Galactose is a sugar found in foods, but the human body also naturally produces galactose on its own. People with Galactosemia have mutations or deletions in their DNA that are passed down from family members. The DNA alterations can lead to different subtypes of Galactosemia, such as GALT Deficiency (known as Classic Galactosemia) or GALK Deficiency. Aldose Reductase (AR), an enzyme known to play a role in many diseases including Galactosemia, converts galactose into galactitol, a toxic metabolite that builds up in tissues and organs and can cause long-term disease complications.

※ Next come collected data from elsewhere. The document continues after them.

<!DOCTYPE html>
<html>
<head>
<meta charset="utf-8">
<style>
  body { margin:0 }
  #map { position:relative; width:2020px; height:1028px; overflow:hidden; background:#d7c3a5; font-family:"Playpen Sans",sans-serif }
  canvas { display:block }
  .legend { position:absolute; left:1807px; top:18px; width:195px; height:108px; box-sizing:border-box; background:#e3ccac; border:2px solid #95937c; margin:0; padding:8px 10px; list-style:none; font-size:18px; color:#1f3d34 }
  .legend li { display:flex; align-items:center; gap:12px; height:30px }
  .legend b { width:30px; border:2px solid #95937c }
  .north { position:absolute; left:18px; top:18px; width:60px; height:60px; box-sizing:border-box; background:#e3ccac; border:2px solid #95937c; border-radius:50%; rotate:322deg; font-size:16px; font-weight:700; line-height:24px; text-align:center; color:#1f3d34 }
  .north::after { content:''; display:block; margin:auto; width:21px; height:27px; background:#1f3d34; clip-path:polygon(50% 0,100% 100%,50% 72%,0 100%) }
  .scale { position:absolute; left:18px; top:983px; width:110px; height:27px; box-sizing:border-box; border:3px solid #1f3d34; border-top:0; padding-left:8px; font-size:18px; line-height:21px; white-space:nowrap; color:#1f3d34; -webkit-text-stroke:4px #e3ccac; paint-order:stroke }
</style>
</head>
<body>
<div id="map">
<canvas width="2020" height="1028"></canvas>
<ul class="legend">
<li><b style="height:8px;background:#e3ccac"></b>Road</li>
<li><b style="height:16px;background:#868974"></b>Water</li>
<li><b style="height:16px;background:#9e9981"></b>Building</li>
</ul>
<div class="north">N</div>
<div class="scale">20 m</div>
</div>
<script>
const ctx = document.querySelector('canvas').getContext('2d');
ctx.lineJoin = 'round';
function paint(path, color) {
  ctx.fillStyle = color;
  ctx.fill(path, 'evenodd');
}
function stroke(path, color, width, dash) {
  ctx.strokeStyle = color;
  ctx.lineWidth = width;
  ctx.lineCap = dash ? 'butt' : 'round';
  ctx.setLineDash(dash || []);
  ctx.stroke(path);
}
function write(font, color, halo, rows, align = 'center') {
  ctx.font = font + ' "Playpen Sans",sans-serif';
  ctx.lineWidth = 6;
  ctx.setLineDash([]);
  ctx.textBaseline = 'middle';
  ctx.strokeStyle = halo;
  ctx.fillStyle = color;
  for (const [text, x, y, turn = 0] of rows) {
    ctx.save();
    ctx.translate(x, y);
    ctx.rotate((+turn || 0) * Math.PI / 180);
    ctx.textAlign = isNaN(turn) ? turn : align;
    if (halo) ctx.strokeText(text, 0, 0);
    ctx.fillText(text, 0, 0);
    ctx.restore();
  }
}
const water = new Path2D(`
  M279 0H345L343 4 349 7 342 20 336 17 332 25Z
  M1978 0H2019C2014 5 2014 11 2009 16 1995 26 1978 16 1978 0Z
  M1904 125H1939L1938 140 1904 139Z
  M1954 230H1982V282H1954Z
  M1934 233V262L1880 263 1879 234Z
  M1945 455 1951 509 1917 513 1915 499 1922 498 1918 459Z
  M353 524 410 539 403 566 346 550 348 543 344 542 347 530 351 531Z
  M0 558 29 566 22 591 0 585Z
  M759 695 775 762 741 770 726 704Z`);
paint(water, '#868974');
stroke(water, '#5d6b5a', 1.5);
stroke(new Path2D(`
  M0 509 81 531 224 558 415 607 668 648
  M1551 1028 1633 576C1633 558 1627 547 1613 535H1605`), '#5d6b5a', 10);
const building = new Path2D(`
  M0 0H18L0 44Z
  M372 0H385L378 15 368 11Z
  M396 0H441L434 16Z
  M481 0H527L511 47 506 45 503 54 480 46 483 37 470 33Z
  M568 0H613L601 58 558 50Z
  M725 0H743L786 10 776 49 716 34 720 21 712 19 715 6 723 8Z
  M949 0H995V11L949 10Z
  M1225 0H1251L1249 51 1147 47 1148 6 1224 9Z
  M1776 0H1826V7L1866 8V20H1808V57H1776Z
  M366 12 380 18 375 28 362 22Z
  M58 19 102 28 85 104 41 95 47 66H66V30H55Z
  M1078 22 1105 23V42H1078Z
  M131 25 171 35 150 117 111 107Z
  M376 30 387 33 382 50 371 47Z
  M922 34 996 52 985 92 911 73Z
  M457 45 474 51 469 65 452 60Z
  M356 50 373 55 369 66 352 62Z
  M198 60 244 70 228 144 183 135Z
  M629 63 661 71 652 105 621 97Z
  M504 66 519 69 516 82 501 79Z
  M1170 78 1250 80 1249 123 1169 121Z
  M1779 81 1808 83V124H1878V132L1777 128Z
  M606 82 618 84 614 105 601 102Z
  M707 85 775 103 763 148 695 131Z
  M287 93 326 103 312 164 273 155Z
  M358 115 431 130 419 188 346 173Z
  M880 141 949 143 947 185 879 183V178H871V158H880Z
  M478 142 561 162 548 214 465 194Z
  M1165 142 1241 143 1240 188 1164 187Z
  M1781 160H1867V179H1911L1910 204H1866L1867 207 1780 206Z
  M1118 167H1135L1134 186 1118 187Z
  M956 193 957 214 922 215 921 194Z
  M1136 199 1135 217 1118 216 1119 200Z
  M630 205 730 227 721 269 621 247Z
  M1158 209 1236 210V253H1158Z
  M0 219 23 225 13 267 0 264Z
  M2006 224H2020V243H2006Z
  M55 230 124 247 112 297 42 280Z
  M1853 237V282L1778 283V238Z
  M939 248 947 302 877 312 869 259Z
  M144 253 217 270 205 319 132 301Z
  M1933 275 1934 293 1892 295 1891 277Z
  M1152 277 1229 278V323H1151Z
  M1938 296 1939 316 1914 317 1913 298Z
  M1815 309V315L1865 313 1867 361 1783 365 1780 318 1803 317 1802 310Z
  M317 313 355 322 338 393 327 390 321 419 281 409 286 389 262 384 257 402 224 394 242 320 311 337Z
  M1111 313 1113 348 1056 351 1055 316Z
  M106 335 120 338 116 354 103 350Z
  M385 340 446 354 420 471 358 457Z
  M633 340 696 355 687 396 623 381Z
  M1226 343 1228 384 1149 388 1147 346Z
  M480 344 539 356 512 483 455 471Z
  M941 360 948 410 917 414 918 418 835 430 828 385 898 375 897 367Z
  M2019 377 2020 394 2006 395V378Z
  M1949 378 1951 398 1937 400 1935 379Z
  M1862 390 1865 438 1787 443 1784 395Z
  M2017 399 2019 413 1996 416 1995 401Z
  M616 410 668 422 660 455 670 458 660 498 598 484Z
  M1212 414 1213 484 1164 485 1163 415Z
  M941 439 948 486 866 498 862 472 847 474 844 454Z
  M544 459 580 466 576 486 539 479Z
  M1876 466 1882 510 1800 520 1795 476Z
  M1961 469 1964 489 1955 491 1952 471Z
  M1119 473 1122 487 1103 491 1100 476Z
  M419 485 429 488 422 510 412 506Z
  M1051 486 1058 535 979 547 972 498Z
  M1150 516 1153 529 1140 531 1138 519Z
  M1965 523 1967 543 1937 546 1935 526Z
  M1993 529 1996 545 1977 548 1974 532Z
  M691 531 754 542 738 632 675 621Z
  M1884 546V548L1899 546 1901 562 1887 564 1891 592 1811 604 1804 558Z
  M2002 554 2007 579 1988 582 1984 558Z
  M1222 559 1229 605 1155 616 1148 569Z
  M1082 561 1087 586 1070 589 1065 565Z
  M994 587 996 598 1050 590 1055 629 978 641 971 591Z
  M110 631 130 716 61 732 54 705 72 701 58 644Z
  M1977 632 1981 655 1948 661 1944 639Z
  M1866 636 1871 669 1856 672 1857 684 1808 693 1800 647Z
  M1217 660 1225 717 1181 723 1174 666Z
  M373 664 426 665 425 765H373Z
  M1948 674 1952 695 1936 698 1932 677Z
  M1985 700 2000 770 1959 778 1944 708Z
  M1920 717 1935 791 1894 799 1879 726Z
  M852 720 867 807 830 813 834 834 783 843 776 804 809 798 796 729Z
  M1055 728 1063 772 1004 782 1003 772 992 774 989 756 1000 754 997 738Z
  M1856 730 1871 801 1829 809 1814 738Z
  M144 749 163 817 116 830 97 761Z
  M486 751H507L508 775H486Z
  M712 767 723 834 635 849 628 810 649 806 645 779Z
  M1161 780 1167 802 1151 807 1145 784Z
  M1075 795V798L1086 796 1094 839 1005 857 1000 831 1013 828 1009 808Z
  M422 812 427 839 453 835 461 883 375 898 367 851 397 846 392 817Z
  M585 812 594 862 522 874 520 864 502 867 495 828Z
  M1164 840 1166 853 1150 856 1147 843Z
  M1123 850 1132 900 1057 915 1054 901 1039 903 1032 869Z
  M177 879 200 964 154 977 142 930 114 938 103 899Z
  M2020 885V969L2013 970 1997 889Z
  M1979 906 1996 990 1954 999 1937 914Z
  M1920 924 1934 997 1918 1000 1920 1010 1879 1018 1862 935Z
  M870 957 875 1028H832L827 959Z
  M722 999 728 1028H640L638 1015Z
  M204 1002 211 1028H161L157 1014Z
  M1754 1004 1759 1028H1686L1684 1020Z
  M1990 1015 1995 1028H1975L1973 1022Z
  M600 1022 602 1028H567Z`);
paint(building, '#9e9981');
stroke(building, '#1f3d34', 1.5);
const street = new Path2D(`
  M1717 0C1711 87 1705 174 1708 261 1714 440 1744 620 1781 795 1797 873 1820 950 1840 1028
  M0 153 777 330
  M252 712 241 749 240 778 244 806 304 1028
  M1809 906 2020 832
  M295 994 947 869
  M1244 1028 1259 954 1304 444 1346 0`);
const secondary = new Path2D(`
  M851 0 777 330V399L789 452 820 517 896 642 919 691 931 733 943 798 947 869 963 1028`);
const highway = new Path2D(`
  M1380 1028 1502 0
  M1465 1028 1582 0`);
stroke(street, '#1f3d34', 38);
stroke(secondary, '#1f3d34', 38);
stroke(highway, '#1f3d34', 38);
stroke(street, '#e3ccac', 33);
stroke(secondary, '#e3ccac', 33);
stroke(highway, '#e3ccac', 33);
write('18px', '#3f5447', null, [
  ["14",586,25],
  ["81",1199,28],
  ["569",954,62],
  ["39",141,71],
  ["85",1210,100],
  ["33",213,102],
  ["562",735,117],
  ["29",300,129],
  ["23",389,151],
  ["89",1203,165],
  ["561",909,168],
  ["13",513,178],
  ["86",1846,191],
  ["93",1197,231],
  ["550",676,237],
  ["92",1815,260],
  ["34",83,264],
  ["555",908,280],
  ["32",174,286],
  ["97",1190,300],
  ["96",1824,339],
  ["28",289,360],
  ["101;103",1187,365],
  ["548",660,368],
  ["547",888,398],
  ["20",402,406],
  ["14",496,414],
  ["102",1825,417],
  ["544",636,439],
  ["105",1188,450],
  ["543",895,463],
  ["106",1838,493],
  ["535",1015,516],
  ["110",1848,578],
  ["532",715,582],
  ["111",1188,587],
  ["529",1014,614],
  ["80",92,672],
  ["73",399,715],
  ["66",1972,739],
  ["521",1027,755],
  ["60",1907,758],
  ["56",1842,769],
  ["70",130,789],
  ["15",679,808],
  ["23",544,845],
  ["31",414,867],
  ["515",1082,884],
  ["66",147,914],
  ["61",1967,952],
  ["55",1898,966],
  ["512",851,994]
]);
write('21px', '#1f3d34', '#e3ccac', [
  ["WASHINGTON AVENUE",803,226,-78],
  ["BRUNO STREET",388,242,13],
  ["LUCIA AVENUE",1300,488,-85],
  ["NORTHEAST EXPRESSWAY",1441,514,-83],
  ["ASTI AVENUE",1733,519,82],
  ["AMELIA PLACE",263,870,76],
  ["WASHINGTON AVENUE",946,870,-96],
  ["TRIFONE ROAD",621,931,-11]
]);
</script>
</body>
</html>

Galactose is found in dairy products and certain other foods, but galactose is also naturally produced by the body (endogenously). This means that diet alone cannot prevent the long-term consequences of Galactosemia. A treatment for those living with Galactosemia is needed.
There are about 3,000 individuals with Galactosemia (GALT) in the U.S. and ~3,500 individuals in the EU (GALT + GALK)
Most patients with Galactosemia are under the age of 40, as newborn screening was not widely adopted until the 1980’s
Galactosemia is included as part of routine newborn screening in all 50 U.S. states, and in many European countries
Currently, the only method of managing Galactosemia is to keep patients on a strict diet that removes any lactose (another type of sugar) or galactose-containing foods and drinks. In babies, this usually means switching from breast milk or milk-based formula to a low galactose formula, such as soy or elemental formula.
However, galactose is also produced by the body. This means that diet alone does not prevent the long-term consequences of Galactosemia. A treatment for those living with Galactosemia is desperately needed.